[Opening MATERIALS PROVIDED section]
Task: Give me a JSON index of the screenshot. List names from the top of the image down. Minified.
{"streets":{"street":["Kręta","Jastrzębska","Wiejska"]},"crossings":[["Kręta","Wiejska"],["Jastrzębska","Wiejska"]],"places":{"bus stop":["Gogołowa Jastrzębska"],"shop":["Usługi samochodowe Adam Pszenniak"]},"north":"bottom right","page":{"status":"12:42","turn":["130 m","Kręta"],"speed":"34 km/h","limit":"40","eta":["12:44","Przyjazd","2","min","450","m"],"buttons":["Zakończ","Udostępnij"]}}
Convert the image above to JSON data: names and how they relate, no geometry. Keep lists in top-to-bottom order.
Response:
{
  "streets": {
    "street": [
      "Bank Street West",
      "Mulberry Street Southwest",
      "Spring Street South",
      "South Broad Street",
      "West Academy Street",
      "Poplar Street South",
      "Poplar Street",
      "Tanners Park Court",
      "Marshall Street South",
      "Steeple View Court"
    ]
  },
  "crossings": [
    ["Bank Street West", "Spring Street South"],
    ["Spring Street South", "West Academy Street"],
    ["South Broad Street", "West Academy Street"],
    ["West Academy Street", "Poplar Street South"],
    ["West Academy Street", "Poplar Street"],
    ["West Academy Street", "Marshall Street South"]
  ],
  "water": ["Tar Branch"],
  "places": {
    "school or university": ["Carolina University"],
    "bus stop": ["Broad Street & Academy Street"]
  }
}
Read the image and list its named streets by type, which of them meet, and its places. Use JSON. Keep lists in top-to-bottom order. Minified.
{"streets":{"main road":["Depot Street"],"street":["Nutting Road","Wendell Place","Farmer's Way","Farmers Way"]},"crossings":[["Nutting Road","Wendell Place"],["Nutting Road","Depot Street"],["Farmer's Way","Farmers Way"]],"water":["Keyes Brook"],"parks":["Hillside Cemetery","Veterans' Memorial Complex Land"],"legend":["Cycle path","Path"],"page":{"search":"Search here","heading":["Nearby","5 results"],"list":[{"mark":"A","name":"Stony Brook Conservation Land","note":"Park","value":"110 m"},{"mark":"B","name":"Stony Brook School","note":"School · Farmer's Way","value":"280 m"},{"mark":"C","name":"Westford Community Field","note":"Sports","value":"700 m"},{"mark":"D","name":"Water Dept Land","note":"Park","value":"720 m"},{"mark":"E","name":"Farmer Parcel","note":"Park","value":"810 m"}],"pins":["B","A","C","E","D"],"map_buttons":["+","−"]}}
[Closing MATERIALS PROVIDED section]
### [YOUR OBJECTIVE]
Return the data in its entirety, exactly as given.

### [SOLUTION TO THIS EXERCISE]
Task: Give me a JSON index of the screenshot. List names from the top of the image down. Minified.
{"streets":{"street":["Kręta","Jastrzębska","Wiejska"]},"crossings":[["Kręta","Wiejska"],["Jastrzębska","Wiejska"]],"places":{"bus stop":["Gogołowa Jastrzębska"],"shop":["Usługi samochodowe Adam Pszenniak"]},"north":"bottom right","page":{"status":"12:42","turn":["130 m","Kręta"],"speed":"34 km/h","limit":"40","eta":["12:44","Przyjazd","2","min","450","m"],"buttons":["Zakończ","Udostępnij"]}}
Convert the image above to JSON data: names and how they relate, no geometry. Keep lists in top-to-bottom order.
Response:
{
  "streets": {
    "street": [
      "Bank Street West",
      "Mulberry Street Southwest",
      "Spring Street South",
      "South Broad Street",
      "West Academy Street",
      "Poplar Street South",
      "Poplar Street",
      "Tanners Park Court",
      "Marshall Street South",
      "Steeple View Court"
    ]
  },
  "crossings": [
    ["Bank Street West", "Spring Street South"],
    ["Spring Street South", "West Academy Street"],
    ["South Broad Street", "West Academy Street"],
    ["West Academy Street", "Poplar Street South"],
    ["West Academy Street", "Poplar Street"],
    ["West Academy Street", "Marshall Street South"]
  ],
  "water": ["Tar Branch"],
  "places": {
    "school or university": ["Carolina University"],
    "bus stop": ["Broad Street & Academy Street"]
  }
}
Read the image and list its named streets by type, which of them meet, and its places. Use JSON. Keep lists in top-to-bottom order. Minified.
{"streets":{"main road":["Depot Street"],"street":["Nutting Road","Wendell Place","Farmer's Way","Farmers Way"]},"crossings":[["Nutting Road","Wendell Place"],["Nutting Road","Depot Street"],["Farmer's Way","Farmers Way"]],"water":["Keyes Brook"],"parks":["Hillside Cemetery","Veterans' Memorial Complex Land"],"legend":["Cycle path","Path"],"page":{"search":"Search here","heading":["Nearby","5 results"],"list":[{"mark":"A","name":"Stony Brook Conservation Land","note":"Park","value":"110 m"},{"mark":"B","name":"Stony Brook School","note":"School · Farmer's Way","value":"280 m"},{"mark":"C","name":"Westford Community Field","note":"Sports","value":"700 m"},{"mark":"D","name":"Water Dept Land","note":"Park","value":"720 m"},{"mark":"E","name":"Farmer Parcel","note":"Park","value":"810 m"}],"pins":["B","A","C","E","D"],"map_buttons":["+","−"]}}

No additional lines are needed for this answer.